Records provided
------------------------------------------------------------

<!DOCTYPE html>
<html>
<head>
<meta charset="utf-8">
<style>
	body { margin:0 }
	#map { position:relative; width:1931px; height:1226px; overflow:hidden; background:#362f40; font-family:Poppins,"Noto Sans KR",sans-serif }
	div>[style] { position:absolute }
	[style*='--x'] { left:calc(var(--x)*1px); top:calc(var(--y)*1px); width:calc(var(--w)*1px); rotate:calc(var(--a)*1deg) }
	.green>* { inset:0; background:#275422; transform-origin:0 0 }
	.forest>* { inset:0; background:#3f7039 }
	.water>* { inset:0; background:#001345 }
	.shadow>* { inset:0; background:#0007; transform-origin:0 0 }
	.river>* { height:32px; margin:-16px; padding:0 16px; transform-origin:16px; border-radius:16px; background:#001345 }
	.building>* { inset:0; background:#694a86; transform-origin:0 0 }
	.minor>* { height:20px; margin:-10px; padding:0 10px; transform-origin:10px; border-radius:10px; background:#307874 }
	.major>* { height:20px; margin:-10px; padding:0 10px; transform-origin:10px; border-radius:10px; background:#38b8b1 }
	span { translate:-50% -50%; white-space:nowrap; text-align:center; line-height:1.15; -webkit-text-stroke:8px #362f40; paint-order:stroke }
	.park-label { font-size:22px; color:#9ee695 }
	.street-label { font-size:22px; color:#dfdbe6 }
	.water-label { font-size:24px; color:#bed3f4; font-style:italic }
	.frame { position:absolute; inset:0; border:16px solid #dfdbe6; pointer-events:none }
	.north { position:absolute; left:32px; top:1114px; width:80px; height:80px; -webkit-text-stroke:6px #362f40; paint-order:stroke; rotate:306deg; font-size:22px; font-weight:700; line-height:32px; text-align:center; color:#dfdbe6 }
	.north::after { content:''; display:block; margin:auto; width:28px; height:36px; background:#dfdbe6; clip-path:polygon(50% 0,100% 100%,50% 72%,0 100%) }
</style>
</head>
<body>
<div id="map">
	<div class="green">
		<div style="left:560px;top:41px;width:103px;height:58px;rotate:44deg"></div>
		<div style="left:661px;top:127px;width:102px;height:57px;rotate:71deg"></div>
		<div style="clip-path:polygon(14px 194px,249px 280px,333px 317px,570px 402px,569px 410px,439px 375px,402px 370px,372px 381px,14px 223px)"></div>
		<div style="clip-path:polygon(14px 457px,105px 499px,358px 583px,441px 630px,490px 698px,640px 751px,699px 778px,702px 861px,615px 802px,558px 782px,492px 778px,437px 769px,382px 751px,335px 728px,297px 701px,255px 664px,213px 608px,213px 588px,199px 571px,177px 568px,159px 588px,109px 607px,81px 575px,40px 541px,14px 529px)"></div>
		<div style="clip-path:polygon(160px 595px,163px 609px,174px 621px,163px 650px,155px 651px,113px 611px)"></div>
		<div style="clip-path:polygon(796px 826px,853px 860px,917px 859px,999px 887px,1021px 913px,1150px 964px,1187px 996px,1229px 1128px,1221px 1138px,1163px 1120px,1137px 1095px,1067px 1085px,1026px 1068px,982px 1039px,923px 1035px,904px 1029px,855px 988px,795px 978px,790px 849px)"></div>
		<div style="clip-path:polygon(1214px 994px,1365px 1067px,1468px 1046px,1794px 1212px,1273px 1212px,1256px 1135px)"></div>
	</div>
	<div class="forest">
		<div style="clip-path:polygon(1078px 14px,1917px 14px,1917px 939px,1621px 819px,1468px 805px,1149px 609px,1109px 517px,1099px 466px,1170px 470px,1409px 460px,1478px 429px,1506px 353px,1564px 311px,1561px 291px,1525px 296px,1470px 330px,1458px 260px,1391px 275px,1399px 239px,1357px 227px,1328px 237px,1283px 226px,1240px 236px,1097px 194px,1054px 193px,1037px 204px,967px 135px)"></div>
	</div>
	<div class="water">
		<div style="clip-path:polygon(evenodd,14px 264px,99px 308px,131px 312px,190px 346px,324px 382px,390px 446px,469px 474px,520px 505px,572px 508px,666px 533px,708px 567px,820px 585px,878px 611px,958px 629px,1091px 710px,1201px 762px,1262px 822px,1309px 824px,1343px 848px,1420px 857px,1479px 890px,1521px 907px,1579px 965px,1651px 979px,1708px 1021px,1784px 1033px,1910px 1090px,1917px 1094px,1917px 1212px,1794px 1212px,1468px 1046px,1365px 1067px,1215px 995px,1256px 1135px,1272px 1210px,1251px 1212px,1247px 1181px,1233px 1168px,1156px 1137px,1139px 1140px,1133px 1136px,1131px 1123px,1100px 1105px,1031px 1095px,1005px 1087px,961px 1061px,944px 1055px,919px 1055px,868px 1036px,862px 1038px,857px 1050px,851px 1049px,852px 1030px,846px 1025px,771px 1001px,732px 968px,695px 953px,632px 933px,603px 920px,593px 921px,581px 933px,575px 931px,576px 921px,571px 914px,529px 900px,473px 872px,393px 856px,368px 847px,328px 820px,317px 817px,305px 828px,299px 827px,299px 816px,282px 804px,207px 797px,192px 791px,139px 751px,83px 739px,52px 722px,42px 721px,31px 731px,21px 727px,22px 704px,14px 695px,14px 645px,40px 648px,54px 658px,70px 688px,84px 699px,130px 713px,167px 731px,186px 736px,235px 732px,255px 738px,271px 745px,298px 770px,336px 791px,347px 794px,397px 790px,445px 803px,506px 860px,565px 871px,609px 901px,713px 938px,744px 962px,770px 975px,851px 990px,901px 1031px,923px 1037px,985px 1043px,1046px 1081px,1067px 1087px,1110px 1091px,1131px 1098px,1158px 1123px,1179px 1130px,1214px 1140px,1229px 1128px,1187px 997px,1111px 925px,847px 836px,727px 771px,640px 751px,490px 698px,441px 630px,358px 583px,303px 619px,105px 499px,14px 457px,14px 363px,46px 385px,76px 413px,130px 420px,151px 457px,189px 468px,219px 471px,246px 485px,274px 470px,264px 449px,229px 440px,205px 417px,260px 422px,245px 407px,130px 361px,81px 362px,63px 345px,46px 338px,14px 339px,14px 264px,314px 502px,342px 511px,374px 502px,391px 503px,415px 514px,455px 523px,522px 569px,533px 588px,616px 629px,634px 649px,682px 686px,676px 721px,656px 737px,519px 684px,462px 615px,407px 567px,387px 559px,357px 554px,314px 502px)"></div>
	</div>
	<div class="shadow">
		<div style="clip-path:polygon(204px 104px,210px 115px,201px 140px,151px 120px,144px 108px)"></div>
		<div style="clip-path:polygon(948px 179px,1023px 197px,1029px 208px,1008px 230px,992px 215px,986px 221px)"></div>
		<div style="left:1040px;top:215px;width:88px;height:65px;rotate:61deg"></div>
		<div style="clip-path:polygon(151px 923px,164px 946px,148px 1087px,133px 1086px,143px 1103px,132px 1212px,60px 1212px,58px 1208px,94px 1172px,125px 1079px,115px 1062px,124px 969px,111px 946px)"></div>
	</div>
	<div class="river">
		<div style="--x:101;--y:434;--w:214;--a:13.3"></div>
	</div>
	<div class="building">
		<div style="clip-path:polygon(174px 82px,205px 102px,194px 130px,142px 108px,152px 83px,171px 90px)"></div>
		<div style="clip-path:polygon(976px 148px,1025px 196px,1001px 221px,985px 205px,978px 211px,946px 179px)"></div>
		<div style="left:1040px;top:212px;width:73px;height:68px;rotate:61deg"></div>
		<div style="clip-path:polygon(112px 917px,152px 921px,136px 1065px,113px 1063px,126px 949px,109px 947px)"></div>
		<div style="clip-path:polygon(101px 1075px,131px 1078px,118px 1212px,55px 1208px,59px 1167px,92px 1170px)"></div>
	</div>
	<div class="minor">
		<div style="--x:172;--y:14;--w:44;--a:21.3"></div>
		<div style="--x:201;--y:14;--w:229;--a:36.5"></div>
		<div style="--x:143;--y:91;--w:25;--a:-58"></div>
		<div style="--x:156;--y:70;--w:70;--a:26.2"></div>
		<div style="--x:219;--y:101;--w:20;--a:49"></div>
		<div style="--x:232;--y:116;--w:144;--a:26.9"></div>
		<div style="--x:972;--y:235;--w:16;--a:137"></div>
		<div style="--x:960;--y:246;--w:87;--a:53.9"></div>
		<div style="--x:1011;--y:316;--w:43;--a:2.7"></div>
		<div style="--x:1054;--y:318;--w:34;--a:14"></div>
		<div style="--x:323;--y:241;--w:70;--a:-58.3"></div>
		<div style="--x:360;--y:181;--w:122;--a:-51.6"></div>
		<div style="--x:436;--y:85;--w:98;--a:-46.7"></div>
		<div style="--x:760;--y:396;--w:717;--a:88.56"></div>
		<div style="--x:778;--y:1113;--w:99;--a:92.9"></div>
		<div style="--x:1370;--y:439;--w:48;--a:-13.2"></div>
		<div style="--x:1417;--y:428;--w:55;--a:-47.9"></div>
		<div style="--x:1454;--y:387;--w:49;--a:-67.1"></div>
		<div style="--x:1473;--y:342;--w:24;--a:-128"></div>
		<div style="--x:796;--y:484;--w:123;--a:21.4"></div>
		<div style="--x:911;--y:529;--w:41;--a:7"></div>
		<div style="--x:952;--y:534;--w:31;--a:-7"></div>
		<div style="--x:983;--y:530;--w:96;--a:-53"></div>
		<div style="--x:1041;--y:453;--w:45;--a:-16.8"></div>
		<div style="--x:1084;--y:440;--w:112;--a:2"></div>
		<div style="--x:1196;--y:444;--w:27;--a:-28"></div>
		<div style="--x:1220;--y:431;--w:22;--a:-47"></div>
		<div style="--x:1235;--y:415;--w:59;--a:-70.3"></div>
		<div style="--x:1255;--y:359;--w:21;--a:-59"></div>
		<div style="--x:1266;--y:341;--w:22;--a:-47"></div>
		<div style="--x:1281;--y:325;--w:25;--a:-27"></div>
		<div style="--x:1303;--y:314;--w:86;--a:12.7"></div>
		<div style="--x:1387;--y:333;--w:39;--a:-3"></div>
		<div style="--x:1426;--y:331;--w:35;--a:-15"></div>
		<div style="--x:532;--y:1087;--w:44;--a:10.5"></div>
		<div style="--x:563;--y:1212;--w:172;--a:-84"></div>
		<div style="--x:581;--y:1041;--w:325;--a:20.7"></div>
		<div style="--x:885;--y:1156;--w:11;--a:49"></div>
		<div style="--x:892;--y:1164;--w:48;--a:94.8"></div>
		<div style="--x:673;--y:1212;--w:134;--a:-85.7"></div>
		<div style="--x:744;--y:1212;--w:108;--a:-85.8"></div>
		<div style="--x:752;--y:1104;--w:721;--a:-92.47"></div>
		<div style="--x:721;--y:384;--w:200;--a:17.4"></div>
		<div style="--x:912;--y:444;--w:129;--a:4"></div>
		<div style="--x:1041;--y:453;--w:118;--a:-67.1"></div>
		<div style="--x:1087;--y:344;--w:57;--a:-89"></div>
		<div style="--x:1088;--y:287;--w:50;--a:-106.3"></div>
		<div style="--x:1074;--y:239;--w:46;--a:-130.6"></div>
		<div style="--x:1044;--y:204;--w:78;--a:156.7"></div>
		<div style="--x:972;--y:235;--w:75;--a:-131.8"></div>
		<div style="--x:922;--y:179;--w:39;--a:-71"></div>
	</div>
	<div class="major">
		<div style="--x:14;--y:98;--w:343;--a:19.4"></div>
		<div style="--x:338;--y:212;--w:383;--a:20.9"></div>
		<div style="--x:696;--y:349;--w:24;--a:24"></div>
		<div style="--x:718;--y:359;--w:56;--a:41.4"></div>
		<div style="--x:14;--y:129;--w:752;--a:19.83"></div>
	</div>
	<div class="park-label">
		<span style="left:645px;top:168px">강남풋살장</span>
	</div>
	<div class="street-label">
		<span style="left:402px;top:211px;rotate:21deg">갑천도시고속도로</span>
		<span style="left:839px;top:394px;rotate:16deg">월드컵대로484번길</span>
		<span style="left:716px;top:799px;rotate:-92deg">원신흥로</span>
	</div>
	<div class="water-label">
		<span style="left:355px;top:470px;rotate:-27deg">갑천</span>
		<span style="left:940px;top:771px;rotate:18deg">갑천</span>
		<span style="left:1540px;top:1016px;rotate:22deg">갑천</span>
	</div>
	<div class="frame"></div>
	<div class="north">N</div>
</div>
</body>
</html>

------------------------------------------------------------

About this exercise
Find where the line with "inset:0; background:#275422; transform-origin:0" sits in the material above, then copy exactly from it through the line with "position:absolute; left:32px; top:1114px;". Add no other line.

Answer space
	.green>* { inset:0; background:#275422; transform-origin:0 0 }
	.forest>* { inset:0; background:#3f7039 }
	.water>* { inset:0; background:#001345 }
	.shadow>* { inset:0; background:#0007; transform-origin:0 0 }
	.river>* { height:32px; margin:-16px; padding:0 16px; transform-origin:16px; border-radius:16px; background:#001345 }
	.building>* { inset:0; background:#694a86; transform-origin:0 0 }
	.minor>* { height:20px; margin:-10px; padding:0 10px; transform-origin:10px; border-radius:10px; background:#307874 }
	.major>* { height:20px; margin:-10px; padding:0 10px; transform-origin:10px; border-radius:10px; background:#38b8b1 }
	span { translate:-50% -50%; white-space:nowrap; text-align:center; line-height:1.15; -webkit-text-stroke:8px #362f40; paint-order:stroke }
	.park-label { font-size:22px; color:#9ee695 }
	.street-label { font-size:22px; color:#dfdbe6 }
	.water-label { font-size:24px; color:#bed3f4; font-style:italic }
	.frame { position:absolute; inset:0; border:16px solid #dfdbe6; pointer-events:none }
	.north { position:absolute; left:32px; top:1114px; width:80px; height:80px; -webkit-text-stroke:6px #362f40; paint-order:stroke; rotate:306deg; font-size:22px; font-weight:700; line-height:32px; text-align:center; color:#dfdbe6 }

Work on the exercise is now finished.